When you use the free () function, you need to pay special attention to the following points:

(1) after the free () call is freed, no further access to the freed memory space is possible. After the memory is freed, it is very likely that the pointer still points to the memory unit, but this memory is no longer part of the original application, at which point the pointer is a hanging pointer (which can be assigned to null).

(2) The same pointer cannot be released twice. Because the memory space is freed, the space is given to the memory allocation subroutine, freeing the memory space to cause an error.

(3) Free can not be used to release the pointer space created by the malloc (), Calloc () and realloc () functions.

(4) in the C language program development, Malloc/free is a supporting use, that is, do not need the memory space to release the recovery.

(5) Cannot release part of dynamic memory.

(6) It is not possible to use dynamic memory out of bounds.

the difference between malloc and realloc

The main difference between function malloc () and function calloc () is that the former cannot initialize the allocated memory space, while the latter can.

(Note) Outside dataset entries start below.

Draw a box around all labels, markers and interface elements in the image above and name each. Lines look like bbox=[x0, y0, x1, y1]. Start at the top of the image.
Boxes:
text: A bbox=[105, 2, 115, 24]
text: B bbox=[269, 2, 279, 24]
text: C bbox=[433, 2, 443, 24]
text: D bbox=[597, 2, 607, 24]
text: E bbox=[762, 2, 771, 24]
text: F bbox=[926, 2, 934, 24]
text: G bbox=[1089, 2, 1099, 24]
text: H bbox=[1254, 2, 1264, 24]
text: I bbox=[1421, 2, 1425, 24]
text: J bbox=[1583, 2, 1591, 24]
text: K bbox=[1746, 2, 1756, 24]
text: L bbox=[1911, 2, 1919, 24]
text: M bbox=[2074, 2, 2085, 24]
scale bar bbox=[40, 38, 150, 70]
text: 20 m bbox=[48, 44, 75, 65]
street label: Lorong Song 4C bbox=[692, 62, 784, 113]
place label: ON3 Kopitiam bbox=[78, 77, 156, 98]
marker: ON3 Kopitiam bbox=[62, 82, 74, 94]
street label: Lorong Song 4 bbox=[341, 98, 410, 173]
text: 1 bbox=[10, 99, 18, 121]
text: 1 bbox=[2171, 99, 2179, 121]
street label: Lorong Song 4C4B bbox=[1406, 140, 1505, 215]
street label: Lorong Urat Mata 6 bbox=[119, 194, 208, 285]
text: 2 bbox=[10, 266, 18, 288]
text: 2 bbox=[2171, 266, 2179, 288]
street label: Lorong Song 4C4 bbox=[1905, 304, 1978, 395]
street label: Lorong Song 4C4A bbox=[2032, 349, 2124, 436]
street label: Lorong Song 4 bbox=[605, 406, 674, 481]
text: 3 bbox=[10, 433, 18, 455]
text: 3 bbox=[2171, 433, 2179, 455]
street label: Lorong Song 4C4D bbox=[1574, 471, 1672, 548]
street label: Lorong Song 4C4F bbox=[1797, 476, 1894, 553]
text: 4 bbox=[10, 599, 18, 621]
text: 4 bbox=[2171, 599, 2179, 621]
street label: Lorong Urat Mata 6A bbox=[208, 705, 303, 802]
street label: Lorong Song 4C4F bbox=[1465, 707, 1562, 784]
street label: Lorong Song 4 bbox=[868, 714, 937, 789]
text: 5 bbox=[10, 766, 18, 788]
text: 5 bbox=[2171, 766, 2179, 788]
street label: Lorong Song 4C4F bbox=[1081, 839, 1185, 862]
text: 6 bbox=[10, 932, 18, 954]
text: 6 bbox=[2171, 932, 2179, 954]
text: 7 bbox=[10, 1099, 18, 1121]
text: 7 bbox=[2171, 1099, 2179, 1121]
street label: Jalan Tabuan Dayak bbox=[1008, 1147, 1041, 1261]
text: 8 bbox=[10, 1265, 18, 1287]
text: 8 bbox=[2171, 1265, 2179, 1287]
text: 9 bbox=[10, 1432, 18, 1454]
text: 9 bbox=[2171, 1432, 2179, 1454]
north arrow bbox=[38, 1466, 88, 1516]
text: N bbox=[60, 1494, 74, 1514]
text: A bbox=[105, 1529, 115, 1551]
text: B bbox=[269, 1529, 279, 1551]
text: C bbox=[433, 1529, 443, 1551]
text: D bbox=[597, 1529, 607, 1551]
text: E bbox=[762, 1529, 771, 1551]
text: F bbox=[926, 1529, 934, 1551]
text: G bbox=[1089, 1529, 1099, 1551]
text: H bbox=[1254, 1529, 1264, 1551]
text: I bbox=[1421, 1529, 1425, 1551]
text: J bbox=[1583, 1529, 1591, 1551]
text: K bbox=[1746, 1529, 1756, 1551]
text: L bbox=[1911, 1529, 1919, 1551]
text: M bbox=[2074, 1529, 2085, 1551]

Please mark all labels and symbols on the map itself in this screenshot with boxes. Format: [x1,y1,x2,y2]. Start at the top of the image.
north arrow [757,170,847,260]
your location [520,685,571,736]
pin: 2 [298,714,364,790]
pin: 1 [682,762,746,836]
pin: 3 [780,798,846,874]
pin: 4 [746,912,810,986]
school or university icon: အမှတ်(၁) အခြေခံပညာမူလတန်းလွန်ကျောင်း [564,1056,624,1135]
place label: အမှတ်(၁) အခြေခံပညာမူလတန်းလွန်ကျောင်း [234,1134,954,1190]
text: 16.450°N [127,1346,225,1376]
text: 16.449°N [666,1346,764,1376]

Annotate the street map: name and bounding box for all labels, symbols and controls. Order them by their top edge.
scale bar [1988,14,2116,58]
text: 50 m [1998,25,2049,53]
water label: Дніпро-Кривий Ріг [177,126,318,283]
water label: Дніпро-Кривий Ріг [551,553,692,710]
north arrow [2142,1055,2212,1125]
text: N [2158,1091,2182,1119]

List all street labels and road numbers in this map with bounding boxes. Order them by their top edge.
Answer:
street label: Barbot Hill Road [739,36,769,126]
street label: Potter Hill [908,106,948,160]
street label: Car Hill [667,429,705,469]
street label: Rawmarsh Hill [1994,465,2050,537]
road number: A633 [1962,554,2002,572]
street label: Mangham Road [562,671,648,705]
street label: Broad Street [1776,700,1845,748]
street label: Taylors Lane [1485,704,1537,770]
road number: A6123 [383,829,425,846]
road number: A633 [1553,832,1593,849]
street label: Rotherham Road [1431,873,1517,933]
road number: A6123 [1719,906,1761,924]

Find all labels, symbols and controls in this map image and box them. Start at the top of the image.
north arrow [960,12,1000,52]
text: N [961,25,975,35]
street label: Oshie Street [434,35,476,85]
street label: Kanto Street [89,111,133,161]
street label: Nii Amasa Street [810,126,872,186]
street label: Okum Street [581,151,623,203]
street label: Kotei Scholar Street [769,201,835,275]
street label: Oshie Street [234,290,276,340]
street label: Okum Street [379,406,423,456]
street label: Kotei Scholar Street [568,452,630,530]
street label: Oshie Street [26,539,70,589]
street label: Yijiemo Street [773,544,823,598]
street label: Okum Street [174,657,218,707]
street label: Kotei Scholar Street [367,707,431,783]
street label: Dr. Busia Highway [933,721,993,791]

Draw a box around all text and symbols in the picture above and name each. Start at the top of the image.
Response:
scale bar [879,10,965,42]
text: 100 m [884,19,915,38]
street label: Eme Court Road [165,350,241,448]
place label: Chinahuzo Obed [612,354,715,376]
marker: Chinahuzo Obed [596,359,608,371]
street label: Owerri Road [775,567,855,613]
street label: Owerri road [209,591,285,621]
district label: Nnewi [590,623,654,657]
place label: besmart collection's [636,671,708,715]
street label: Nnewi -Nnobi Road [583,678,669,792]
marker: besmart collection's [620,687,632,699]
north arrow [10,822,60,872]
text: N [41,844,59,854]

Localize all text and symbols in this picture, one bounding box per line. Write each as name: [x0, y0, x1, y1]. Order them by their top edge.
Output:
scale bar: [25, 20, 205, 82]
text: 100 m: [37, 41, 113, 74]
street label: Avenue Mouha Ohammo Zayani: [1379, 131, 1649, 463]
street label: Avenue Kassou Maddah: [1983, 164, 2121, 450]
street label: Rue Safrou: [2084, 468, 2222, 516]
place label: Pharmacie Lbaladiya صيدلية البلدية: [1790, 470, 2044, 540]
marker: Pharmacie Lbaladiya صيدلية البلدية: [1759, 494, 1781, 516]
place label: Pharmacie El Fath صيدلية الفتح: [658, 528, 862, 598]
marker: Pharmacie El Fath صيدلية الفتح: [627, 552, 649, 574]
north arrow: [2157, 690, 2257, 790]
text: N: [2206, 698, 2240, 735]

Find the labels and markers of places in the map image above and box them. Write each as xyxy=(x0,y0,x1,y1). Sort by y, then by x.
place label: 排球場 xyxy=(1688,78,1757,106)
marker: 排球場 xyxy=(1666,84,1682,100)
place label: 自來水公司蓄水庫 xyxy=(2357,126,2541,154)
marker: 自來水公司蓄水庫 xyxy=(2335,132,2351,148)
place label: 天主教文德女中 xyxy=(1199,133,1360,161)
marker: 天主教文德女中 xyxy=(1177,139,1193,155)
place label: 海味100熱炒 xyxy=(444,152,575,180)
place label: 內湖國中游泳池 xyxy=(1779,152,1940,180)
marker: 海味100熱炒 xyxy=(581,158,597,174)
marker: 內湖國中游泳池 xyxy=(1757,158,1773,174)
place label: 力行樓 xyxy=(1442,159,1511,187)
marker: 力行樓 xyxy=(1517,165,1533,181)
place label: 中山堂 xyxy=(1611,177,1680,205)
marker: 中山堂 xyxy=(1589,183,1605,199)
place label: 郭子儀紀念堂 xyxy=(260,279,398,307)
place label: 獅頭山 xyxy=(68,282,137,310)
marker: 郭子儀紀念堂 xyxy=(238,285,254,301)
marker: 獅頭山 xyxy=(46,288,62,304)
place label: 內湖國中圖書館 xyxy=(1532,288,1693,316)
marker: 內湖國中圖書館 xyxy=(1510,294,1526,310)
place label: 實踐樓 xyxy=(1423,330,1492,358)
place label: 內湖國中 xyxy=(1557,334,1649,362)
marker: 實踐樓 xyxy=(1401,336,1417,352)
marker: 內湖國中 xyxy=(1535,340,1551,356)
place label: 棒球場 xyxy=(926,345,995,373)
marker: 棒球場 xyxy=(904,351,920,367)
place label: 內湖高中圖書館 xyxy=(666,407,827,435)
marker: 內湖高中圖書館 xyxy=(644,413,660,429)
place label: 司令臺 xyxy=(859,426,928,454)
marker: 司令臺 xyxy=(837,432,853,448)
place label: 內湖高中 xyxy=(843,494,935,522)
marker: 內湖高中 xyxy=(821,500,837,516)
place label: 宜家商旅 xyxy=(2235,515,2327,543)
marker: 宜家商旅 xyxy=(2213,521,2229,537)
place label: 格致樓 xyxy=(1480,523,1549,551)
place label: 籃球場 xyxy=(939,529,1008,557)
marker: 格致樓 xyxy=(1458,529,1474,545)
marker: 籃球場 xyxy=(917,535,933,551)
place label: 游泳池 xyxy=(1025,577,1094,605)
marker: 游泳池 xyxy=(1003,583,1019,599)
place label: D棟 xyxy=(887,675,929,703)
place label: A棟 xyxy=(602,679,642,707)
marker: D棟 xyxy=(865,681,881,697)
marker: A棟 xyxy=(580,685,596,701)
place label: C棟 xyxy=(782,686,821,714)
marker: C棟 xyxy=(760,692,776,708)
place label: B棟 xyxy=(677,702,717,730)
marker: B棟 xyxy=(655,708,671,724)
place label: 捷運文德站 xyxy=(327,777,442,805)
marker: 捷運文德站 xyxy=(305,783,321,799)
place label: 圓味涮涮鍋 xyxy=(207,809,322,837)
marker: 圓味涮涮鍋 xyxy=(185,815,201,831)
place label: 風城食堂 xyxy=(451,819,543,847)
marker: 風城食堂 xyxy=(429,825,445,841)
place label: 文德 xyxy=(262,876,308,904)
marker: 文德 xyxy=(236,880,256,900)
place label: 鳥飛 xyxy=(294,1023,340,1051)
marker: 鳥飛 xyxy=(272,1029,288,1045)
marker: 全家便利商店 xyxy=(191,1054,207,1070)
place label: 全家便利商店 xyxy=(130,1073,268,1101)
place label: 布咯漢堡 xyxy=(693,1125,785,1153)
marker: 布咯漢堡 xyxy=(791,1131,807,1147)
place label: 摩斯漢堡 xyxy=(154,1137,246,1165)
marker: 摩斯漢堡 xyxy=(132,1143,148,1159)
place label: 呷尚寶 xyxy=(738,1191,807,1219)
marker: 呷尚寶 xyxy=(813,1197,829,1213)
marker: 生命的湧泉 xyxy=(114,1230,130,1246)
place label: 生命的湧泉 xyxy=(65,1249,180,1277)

The memory space allocated by the malloc () function has not been used before, each of which may be 0, whereas if this part of memory has been allocated, it may be left with a wide variety of data. That is, a program that uses the malloc () function starts (the memory space has not been reassigned) to work correctly, but the problem may occur over time (memory space has been reassigned).

The Calloc () function initializes each digit in the allocated memory space to zero. That is, if you are allocating memory for character type or integer type elements, then these elements will be guaranteed to be initialized to 0; If you are allocating memory for elements of the pointer type, then these elements are usually initialized to null pointers If you allocate memory for real data, these elements are initialized to 0 of the floating-point type.

The above is my learning dynamic memory after some personal understanding, if my understanding is wrong, I hope to be able to point out to me, so that I can better understand the memory space allocation.